Se ha consolidado una lógica de profunda injusticia: expulsar la pobreza del centro turístico y concentrarla en barrios ya empobrecidos, cargando sobre ellos el coste social de la exclusión
Desde hace lustros Sevilla ha carecido de una estrategia municipal seria contra el sinhogarismo. Los recursos han sido insuficientes, fragmentados y centrados en un modelo asistencialista que cronifica la exclusión. La vivienda pública ha brillado por su ausencia como eje central de la política social. Y, paralelamente, se ha consolidado una lógica de profunda injusticia: expulsar la pobreza del centro turístico y concentrarla en barrios ya empobrecidos, cargando sobre ellos el coste social de la exclusión.
En este contexto, la ausencia de datos públicos rigurosos durante años por parte del Ayuntamiento de Sevilla no es casualidad, sino una forma de gobernar sin rendir cuentas. Es relevante que el anuncio de un nuevo conteo llegue solo después de las denuncias públicas realizadas por los colectivos sociales, coincidiendo con fechas tan significativas como el Día de las Personas Sin Hogar y el Día Internacional de los Derechos Humanos. No se trata de iniciativa política, sino de reacción tardía ante la presión social.

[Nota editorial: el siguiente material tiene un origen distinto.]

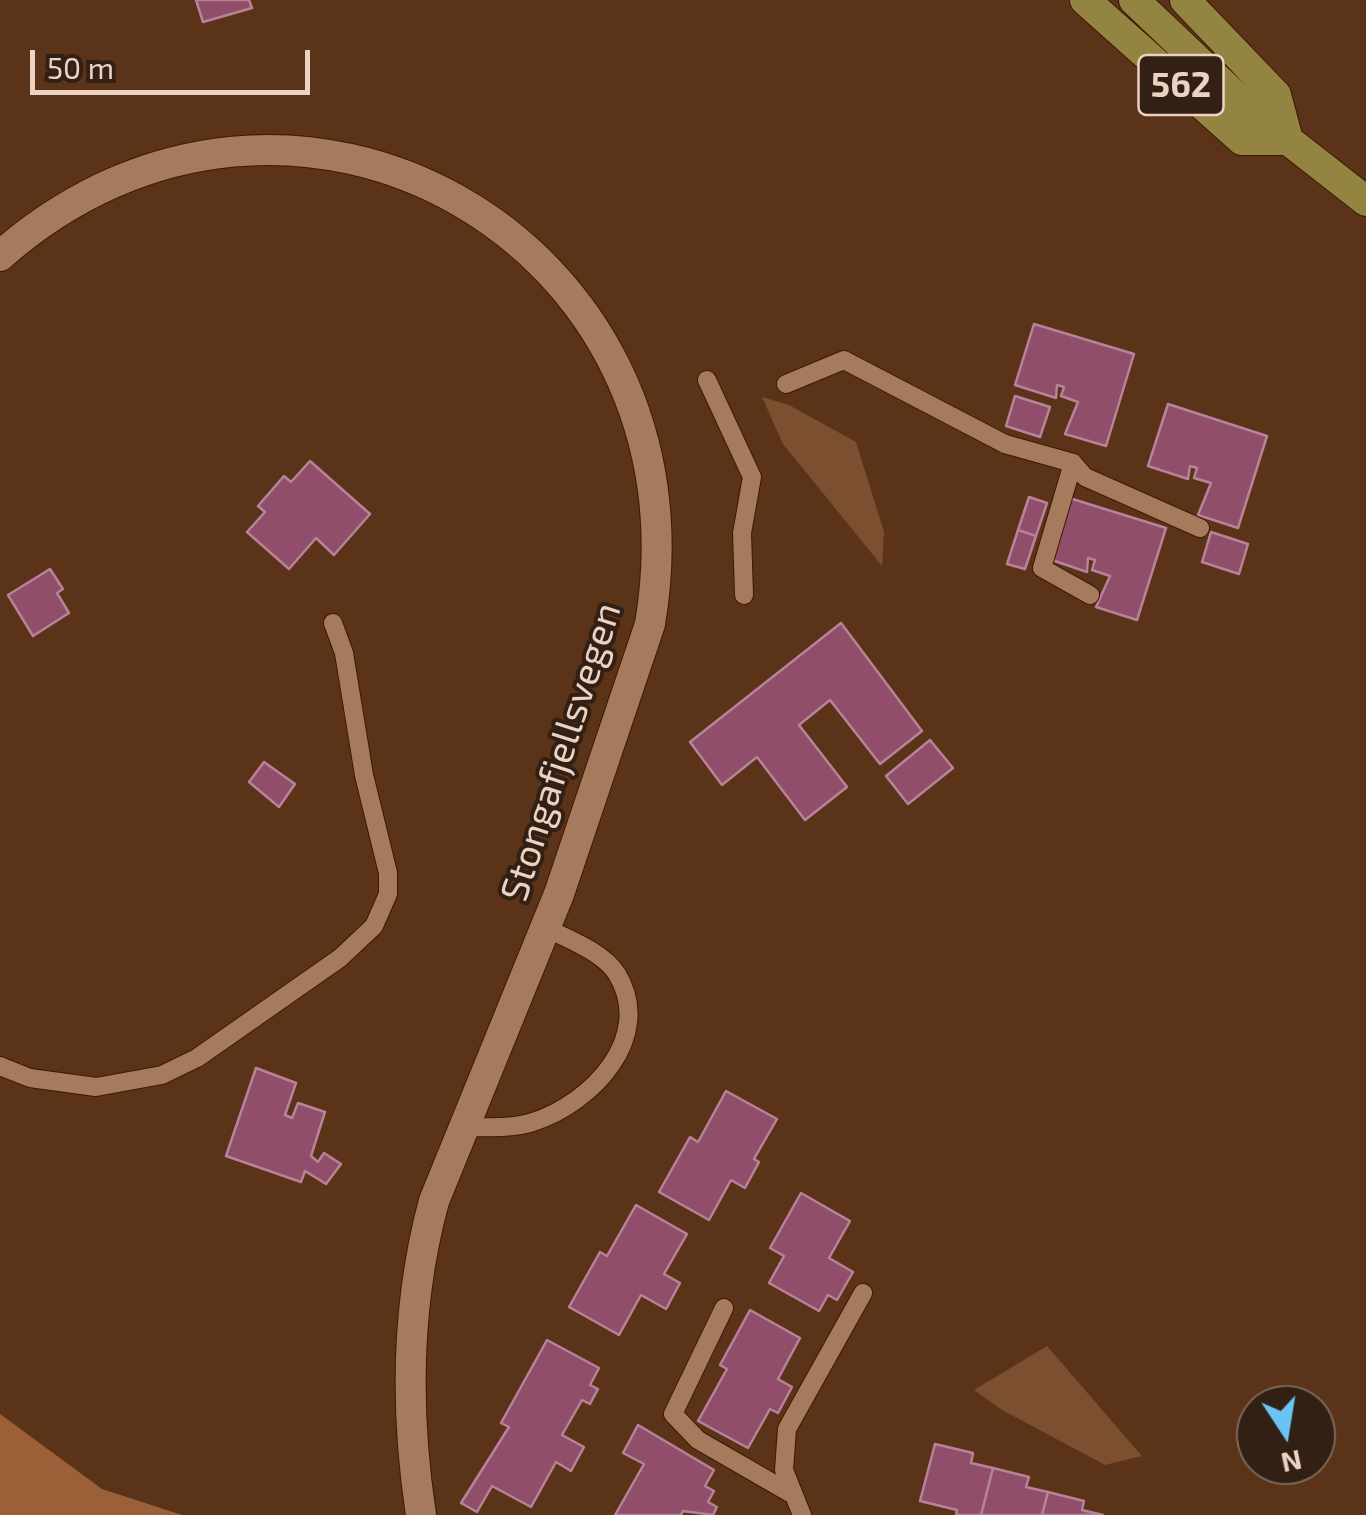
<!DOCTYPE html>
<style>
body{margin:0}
#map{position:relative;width:1366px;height:1515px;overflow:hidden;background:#5a3318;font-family:"Exo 2",sans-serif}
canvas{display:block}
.north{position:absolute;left:1236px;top:1385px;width:100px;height:100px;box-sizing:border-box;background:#322015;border:2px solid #7c675b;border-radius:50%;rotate:168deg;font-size:28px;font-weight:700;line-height:40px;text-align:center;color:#ebd2c3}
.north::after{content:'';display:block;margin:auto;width:35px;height:45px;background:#6ac3f2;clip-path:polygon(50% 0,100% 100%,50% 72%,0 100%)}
.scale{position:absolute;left:30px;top:50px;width:280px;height:45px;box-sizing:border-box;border:5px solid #ebd2c3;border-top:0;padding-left:12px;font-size:30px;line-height:35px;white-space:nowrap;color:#ebd2c3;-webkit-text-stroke:8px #322015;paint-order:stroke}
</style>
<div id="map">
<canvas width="1366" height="1515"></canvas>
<div class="north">N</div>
<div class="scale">50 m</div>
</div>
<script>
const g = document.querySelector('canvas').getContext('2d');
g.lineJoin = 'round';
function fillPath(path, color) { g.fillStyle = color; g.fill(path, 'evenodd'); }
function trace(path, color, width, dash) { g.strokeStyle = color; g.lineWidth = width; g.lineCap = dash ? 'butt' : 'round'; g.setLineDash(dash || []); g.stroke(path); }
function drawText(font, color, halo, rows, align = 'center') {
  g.font = font + ' "Exo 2",sans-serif'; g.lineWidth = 8; g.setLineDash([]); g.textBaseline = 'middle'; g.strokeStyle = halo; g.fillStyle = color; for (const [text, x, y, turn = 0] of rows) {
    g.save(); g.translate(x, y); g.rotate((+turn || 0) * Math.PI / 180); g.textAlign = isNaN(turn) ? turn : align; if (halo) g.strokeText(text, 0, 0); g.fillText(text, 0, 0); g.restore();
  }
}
fillPath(new Path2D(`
 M 762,397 L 789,405 L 856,442 L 884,532 L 882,566 L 783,444 Z
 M 1047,1346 L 1142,1456 L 1105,1465 L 1002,1410 L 974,1390 Z`), '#7c4f30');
fillPath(new Path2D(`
 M 0,1414 L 102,1489 L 182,1515 L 0,1515 Z`), '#9c6038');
const building = new Path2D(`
 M 196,0 L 249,0 L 252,8 L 203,22 Z
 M 1034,324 L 1134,354 L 1106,446 L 1065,434 L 1078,402 L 1061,396 L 1064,387 L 1057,385 L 1056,398 L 1015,385 Z
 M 1015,396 L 1050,407 L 1040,437 L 1006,426 Z
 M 1168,404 L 1267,436 L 1238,528 L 1198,515 L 1211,483 L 1194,478 L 1197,468 L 1190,466 L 1188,479 L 1148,466 Z
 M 310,461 L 370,514 L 334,555 L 316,538 L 289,569 L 247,532 L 265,512 L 258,506 L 284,476 L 291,482 Z
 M 1029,497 L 1047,503 L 1036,536 L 1018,530 Z
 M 1066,497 L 1166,528 L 1137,620 L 1096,607 L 1110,576 L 1092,570 L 1095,560 L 1088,558 L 1087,572 L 1046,558 Z
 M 1018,530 L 1036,536 L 1025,569 L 1007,564 Z
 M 1211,532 L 1248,544 L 1239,574 L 1202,562 Z
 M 50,569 L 63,589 L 57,593 L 69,613 L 33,636 L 8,595 Z
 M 841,623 L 922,731 L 880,764 L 830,700 L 799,725 L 847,787 L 805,820 L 757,757 L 722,785 L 690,742 Z
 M 930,740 L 953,768 L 908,804 L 886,776 Z
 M 264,762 L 295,784 L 279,807 L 249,782 Z
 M 256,1068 L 296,1083 L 285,1115 L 292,1118 L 298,1103 L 325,1112 L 311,1156 L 318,1162 L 324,1153 L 341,1164 L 326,1184 L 305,1171 L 301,1182 L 226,1156 Z
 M 726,1091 L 777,1119 L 754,1159 L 759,1162 L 745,1188 L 731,1180 L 709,1220 L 659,1192 L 690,1137 L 698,1142 Z
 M 801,1193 L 850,1221 L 829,1258 L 853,1272 L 837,1300 L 828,1295 L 819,1311 L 769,1283 L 784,1256 L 770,1248 Z
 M 636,1205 L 687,1234 L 664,1274 L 680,1283 L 666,1309 L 641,1295 L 619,1335 L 569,1307 L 600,1252 L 607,1256 Z
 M 750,1310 L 800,1338 L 778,1379 L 792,1387 L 778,1413 L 770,1409 L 748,1448 L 698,1421 L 727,1369 L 720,1365 Z
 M 547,1340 L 599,1368 L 590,1385 L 598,1389 L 590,1404 L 582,1400 L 562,1435 L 584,1447 L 571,1471 L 556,1462 L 531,1507 L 492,1486 L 477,1512 L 461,1503 L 509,1427 L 501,1423 Z
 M 638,1425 L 714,1470 L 705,1486 L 714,1491 L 708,1502 L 717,1507 L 713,1515 L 683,1511 L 681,1515 L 615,1515 L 644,1464 L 623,1453 Z
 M 935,1444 L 973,1453 L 971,1463 L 993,1468 L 981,1515 L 956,1515 L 957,1510 L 920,1501 Z
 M 993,1468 L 1029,1477 L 1026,1487 L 1048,1492 L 1042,1515 L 981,1515 Z
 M 1048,1492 L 1084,1501 L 1082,1510 L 1103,1515 L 1042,1515 Z`);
fillPath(building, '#904e6b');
trace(building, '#b78398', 2.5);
const service = new Path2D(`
 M 707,380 L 752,477 L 742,533 L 744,595
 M 786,384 L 844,360 L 1005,444 L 1073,463 L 1085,477 L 1200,528
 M 1073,463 L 1042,568 L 1090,595
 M 0,1066 L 30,1078 L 96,1087 L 162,1075 L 197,1058 L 340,958 L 374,926 L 388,894 L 388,873 L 364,775 L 344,653 L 333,623
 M 463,1127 C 486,1127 512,1129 533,1122 C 592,1103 655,1037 617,974 C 603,952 568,939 546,928
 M 724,1308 L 673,1414 L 698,1440 L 790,1493
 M 802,1515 L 784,1470 L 787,1429 L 863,1293`);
const tertiary = new Path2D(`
 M 0,256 C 290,0 715,241 650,624 L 559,894 L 434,1201 C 406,1304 405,1410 421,1515`);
const primary = new Path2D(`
 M 1085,0 L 1242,140 L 1288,140
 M 1134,0 L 1251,111 L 1366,201
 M 1185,0 L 1276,95 L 1288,140`);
trace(service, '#3e1900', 20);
trace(tertiary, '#3e1900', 32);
trace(primary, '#3e1900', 32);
trace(service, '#a67a5d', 18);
trace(tertiary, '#a67a5d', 30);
trace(primary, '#938541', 30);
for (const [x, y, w] of [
 [1181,85,85]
]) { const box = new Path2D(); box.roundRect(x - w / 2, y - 30, w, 60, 8); g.fillStyle = '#322015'; g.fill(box); trace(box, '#ebd2c3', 2.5); }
drawText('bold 35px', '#ebd2c3', null, [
 ["562",1181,85]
]);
drawText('38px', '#ebd2c3', '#322015', [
 ["Stongafjellsvegen",561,752,-72]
]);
</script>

Que ahora se pretenda presentar ese conteo como un gesto de diligencia resulta difícil de sostener cuando Sevilla llevaba años sin datos públicos y rigurosos actualizados, mientras que desde entidades como APDHA, Cáritas u HOGAR SÍ advertíamos reiteradamente de un aumento sostenido de personas viviendo en la calle.
Sin embargo, la política de parches, invisibilización y gestión punitivista del sinhogarismo no es una excepción sevillana, sino una práctica extendida en el resto de Andalucía y en buena parte del Estado. Las consecuencias de este abandono institucional no son abstractas. Un ejemplo concreto podemos verlo en Granada, donde, desde el año pasado, 14 personas sin hogar han fallecido mientras dormían en la calle, recordándonos de forma brutal que el sinhogarismo no es solo exclusión, sino también riesgo vital. Cuando las instituciones normalizan que alguien viva a la intemperie, también normalizan que se pueda morir en ella.
Frente a la narrativa del miedo y de la criminalización de la pobreza, reclamamos políticas de dignidad
Los datos que manejamos son, además, alarmantes: más de 700 personas sin hogar, centenares durmiendo en la calle cada noche, recursos estructurales insuficientes y saturados. Según el INE, una media diaria de 34.145 personas se alojó en centros de atención a personas sin hogar, un 57,5% más que en 2022 como refleja la Encuesta de Centros y Servicios de Atención a las Personas Sin Hogar 2024.
Existen alternativas conocidas y avaladas por la experiencia como el modelo Housing First, la vivienda pública en alquiler social, el empadronamiento sin trabas, la distribución equitativa de recursos por toda la ciudad, la remunicipalización de servicios y la participación real de las personas sin hogar en el diseño de las políticas que les afectan, porque frente a la narrativa del miedo y de la criminalización de la pobreza, reclamamos políticas de dignidad.
No hay nada “inquietante” en que el conteo vaya a mostrar más personas sin hogar. Lo inquietante es otra cosa, que llevemos años aceptando como normal lo que es una emergencia de derechos humanos. Y que, en lugar de hablar de vivienda, se hable de “indigentes”, en lugar de hablar de responsabilidades, se hable de “calles tomadas” y en lugar de políticas públicas, se ofrezca miedo.
Si Sevilla se mira al espejo después de Navidad, que no se engañe. Lo que verá no es un “repunte” inesperado, sino el resultado de decisiones políticas sostenidas en el tiempo. Porque una ciudad que convierte a las personas sin hogar en un problema de imagen para el centro, ya ha perdido el centro, el centro moral.